Work out how many lines in the data below include "down", then reply with that number only.

:::

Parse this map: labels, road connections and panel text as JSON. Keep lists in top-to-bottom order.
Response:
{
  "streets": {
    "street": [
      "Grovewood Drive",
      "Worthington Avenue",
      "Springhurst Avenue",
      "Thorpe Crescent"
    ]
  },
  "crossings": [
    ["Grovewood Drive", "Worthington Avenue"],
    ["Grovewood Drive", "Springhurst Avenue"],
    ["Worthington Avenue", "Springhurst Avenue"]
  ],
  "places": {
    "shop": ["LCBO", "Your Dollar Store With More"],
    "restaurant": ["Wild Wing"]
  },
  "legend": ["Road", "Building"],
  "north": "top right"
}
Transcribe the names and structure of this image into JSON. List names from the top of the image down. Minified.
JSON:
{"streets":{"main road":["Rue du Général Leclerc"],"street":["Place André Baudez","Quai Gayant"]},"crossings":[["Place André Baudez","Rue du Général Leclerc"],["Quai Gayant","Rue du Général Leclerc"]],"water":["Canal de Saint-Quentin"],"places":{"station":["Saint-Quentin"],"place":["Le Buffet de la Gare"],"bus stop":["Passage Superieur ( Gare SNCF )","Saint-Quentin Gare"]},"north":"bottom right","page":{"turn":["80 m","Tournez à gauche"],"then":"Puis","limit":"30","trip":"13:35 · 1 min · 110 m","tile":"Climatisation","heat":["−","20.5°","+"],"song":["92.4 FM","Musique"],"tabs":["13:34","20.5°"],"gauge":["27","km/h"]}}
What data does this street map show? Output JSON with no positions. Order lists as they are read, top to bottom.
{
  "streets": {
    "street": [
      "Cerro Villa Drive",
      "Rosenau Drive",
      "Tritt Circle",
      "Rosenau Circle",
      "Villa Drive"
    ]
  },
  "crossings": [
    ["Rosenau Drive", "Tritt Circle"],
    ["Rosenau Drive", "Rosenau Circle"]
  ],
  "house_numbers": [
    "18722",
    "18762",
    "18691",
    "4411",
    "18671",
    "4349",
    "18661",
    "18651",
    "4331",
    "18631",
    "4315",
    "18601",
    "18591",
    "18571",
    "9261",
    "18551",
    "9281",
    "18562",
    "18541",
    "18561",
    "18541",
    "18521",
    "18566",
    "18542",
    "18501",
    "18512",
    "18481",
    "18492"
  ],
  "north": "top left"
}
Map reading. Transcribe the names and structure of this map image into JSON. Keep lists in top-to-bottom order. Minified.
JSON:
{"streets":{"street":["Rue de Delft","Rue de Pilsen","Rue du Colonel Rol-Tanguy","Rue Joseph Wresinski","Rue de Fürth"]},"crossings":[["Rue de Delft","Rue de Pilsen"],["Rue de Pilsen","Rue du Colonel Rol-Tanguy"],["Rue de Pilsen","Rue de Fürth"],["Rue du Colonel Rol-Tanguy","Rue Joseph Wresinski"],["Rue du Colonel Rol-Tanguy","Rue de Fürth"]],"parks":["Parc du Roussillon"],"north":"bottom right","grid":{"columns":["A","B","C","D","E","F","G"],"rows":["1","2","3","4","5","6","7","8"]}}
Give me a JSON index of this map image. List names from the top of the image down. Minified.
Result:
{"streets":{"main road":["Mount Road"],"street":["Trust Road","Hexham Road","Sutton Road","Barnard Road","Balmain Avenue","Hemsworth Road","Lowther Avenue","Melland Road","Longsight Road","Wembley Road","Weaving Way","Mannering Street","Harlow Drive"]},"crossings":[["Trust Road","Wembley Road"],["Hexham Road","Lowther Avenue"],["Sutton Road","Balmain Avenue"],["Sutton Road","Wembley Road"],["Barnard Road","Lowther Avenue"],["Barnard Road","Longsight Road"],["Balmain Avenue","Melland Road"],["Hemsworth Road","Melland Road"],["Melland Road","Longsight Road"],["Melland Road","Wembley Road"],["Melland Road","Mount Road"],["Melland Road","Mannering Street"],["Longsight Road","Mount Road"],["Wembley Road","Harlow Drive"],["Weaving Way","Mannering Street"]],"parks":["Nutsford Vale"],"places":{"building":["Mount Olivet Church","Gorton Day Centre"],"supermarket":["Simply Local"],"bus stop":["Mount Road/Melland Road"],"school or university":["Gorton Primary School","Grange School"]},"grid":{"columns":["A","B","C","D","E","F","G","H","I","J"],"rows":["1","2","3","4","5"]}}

:::

(WRITTEN SOLUTION):
2